What is required >> State the number of lines in these records that include the word "breaks", and add nothing to it.

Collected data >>

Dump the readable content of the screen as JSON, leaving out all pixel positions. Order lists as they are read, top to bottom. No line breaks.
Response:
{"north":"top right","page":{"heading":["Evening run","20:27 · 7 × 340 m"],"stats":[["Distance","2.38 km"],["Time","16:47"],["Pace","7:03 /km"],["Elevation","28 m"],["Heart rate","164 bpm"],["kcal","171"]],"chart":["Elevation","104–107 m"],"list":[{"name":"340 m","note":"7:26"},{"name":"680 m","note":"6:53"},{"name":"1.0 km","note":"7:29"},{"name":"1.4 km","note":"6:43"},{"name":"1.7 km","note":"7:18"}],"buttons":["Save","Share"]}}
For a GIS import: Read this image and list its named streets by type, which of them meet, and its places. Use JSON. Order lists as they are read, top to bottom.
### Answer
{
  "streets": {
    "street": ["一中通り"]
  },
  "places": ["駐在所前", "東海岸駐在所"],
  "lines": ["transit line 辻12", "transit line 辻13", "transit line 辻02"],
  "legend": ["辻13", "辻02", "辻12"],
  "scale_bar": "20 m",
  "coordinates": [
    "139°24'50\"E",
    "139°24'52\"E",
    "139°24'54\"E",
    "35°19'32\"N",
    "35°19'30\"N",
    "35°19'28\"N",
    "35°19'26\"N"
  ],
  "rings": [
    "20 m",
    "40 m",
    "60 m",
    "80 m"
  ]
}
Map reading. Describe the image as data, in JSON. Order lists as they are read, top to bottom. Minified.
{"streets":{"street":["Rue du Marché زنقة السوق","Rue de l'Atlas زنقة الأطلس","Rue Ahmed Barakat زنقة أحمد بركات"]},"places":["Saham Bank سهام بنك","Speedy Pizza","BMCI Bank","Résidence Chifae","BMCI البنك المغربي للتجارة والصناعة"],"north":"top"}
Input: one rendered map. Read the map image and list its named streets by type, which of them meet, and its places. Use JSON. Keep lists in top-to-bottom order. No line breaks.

Task solution >> 2